What to work on: Below is a block of entries; repeat exactly the lines starting at the line that contains "Annotation task. Extract" and ending at the line that contains "Task: Dump the", both included.
---------- Data to use
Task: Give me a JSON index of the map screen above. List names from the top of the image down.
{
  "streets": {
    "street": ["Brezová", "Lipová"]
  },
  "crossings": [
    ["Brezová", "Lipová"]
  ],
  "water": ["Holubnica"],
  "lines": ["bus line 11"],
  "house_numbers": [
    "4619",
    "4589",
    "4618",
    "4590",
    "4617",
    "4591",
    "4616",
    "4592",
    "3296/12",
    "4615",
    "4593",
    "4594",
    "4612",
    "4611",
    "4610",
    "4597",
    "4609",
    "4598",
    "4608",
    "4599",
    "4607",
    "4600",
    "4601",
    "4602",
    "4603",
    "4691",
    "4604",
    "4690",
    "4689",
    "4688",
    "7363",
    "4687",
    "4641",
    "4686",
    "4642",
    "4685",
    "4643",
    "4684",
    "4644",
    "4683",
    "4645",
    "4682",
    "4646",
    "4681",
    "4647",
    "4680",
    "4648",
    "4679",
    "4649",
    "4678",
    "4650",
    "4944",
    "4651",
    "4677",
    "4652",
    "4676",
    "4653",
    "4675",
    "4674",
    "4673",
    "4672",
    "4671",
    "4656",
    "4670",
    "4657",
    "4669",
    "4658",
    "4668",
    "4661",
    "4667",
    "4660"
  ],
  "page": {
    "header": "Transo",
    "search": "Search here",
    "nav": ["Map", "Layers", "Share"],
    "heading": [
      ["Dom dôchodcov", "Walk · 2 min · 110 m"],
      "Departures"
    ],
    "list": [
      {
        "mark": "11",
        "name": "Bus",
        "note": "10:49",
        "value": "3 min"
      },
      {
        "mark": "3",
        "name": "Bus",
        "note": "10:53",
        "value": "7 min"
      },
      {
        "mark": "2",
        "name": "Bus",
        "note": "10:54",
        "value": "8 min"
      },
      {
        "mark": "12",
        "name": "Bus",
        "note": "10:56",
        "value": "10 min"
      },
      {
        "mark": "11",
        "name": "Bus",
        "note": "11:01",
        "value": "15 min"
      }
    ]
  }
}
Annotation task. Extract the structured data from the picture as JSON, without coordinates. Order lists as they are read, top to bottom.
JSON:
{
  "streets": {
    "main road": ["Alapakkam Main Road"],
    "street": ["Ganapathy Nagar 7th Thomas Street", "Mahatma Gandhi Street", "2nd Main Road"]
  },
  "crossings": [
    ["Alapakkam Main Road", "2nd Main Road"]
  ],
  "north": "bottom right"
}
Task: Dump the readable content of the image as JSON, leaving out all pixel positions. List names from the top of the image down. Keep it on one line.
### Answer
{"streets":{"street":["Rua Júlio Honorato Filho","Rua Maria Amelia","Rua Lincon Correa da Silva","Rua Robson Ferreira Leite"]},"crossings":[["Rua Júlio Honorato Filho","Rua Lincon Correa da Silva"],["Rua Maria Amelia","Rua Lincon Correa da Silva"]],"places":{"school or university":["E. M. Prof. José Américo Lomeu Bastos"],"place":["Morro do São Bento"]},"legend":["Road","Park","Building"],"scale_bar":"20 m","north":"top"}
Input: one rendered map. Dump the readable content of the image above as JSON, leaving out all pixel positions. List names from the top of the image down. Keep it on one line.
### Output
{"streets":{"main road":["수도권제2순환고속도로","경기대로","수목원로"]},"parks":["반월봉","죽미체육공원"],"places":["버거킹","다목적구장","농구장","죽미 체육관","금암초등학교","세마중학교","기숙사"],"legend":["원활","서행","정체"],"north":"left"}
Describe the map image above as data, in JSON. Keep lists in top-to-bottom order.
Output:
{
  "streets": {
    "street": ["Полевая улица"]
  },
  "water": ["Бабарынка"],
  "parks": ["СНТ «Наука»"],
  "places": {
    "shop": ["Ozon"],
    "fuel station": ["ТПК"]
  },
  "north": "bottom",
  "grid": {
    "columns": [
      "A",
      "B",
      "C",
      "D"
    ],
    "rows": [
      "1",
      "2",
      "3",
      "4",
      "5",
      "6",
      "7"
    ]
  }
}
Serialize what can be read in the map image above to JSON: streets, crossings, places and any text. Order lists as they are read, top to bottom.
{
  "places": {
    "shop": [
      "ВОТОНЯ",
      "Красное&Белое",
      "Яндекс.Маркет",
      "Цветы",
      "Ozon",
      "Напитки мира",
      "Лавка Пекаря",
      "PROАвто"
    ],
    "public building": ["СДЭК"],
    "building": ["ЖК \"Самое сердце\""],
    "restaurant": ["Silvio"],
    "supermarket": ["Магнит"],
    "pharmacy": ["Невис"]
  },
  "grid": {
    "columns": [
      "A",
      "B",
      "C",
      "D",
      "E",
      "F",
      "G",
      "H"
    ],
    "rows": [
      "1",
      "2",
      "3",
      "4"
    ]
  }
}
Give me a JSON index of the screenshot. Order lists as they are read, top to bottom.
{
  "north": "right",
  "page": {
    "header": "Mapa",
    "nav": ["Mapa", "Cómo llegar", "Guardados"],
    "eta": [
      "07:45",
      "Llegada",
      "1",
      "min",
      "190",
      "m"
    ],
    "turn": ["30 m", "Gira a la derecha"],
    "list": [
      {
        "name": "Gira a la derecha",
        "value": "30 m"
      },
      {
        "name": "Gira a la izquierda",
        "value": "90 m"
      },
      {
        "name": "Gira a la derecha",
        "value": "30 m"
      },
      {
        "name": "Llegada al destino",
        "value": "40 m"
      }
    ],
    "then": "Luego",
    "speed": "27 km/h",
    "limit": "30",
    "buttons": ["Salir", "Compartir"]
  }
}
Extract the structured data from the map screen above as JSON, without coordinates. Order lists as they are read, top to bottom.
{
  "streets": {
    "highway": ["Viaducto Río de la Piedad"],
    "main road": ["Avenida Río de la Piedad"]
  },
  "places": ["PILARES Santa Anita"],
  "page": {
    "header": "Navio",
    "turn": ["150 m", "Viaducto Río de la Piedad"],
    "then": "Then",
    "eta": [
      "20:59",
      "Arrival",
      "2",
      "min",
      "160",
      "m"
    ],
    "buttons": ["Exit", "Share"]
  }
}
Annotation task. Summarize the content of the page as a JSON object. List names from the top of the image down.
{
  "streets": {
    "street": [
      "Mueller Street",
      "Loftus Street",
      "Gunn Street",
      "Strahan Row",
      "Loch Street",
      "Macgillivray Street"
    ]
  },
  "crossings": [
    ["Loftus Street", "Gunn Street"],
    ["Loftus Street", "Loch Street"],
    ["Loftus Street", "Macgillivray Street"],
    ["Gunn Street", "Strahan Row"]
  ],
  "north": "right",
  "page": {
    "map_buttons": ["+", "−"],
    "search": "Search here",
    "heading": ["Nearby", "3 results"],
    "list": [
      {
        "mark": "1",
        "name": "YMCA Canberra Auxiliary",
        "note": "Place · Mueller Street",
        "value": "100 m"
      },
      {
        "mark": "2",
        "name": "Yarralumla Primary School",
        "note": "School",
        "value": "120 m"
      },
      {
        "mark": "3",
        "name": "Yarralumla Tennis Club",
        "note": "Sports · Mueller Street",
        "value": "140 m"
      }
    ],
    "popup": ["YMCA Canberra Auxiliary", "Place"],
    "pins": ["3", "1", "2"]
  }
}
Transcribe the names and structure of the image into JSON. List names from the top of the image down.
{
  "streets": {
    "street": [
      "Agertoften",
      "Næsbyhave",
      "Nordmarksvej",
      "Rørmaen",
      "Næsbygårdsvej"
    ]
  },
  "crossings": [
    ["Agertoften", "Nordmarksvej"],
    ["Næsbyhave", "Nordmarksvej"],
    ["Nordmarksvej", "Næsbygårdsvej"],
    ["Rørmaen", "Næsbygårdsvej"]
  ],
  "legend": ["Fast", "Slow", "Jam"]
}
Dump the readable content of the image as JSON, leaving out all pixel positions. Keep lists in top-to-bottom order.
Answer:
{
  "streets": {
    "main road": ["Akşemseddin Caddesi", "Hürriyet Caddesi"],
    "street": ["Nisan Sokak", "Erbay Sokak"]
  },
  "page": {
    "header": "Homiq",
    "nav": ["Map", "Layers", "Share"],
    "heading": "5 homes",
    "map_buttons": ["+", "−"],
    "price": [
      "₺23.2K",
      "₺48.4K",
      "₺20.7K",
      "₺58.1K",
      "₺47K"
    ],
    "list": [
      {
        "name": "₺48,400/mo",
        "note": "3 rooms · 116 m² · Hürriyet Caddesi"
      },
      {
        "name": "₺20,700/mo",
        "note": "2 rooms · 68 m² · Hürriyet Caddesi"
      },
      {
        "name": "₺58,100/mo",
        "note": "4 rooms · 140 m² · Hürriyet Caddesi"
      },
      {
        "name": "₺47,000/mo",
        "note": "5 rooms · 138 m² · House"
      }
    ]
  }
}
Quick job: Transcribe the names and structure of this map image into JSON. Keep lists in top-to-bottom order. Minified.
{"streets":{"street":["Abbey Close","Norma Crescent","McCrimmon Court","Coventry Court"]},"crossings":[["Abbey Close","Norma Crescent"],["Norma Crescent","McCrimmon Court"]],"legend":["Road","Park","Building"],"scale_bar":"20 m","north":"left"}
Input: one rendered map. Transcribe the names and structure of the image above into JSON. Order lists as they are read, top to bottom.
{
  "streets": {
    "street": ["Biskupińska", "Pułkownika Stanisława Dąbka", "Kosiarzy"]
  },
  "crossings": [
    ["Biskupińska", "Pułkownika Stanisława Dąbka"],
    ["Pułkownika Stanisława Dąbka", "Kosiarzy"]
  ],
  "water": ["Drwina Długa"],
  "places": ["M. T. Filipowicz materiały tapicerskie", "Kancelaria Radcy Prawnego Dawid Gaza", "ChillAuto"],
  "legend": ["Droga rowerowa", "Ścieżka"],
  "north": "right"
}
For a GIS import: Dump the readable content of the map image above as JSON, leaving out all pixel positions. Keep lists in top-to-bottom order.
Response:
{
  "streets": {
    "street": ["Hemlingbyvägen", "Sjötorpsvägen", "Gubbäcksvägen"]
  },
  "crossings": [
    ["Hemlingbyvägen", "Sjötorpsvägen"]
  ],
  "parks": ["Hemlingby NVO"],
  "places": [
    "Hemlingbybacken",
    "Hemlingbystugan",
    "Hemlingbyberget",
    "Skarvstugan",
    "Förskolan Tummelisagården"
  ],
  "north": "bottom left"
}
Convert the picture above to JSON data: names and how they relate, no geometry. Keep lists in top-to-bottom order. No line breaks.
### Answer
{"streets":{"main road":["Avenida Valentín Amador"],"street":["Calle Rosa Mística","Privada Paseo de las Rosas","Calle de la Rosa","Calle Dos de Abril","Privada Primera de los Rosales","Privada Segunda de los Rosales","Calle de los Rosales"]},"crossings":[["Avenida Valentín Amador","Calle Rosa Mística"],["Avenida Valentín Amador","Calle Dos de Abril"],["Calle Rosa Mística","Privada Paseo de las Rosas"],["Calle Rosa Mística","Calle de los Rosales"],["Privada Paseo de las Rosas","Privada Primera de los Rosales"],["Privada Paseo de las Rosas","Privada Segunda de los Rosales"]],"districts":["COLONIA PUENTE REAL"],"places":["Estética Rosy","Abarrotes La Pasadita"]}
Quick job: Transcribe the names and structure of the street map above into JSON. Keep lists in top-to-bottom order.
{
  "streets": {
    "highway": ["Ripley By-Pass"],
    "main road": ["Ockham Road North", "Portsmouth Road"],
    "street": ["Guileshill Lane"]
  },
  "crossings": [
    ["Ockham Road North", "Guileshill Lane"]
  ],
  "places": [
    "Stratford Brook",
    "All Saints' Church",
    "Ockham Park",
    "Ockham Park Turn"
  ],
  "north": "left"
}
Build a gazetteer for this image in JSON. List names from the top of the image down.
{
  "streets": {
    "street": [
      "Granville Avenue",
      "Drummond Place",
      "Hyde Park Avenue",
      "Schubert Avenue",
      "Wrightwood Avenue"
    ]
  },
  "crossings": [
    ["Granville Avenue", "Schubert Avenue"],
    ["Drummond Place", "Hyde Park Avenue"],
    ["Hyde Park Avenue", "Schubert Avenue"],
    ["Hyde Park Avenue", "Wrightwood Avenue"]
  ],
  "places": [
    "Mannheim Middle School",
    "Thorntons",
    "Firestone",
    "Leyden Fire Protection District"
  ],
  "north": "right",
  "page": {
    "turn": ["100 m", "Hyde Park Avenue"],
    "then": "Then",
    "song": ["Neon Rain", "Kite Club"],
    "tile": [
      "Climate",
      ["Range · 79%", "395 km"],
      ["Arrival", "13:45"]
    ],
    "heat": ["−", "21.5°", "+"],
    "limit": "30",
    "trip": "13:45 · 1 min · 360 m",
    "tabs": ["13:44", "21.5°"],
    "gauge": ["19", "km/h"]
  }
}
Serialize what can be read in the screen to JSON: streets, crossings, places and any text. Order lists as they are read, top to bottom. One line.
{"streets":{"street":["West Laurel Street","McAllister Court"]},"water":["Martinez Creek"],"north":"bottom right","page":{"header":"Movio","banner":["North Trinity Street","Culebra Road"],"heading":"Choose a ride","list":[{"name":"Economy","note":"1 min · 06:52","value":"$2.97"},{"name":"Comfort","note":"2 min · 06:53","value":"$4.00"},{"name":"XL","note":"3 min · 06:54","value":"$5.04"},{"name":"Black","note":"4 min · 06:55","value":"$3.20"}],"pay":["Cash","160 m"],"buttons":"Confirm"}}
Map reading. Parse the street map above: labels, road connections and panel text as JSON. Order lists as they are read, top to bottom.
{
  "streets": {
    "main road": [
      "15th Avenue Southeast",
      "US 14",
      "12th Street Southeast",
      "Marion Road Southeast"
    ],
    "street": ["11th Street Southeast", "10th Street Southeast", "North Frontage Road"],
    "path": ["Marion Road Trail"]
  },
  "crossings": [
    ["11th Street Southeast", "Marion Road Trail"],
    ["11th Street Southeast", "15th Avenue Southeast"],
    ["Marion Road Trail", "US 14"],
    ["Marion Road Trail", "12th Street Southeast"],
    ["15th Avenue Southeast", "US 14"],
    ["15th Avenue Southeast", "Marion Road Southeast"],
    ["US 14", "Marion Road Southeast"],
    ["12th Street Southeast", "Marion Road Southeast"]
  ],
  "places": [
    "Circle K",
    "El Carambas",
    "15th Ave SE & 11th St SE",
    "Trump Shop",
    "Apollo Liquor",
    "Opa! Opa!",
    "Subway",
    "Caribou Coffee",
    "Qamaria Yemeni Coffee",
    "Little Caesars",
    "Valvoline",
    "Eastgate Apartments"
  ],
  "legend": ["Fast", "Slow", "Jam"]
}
--------------------
Reply:
Annotation task. Extract the structured data from the picture as JSON, without coordinates. Order lists as they are read, top to bottom.
JSON:
{
  "streets": {
    "main road": ["Alapakkam Main Road"],
    "street": ["Ganapathy Nagar 7th Thomas Street", "Mahatma Gandhi Street", "2nd Main Road"]
  },
  "crossings": [
    ["Alapakkam Main Road", "2nd Main Road"]
  ],
  "north": "bottom right"
}
Task: Dump the readable content of the image as JSON, leaving out all pixel positions. List names from the top of the image down. Keep it on one line.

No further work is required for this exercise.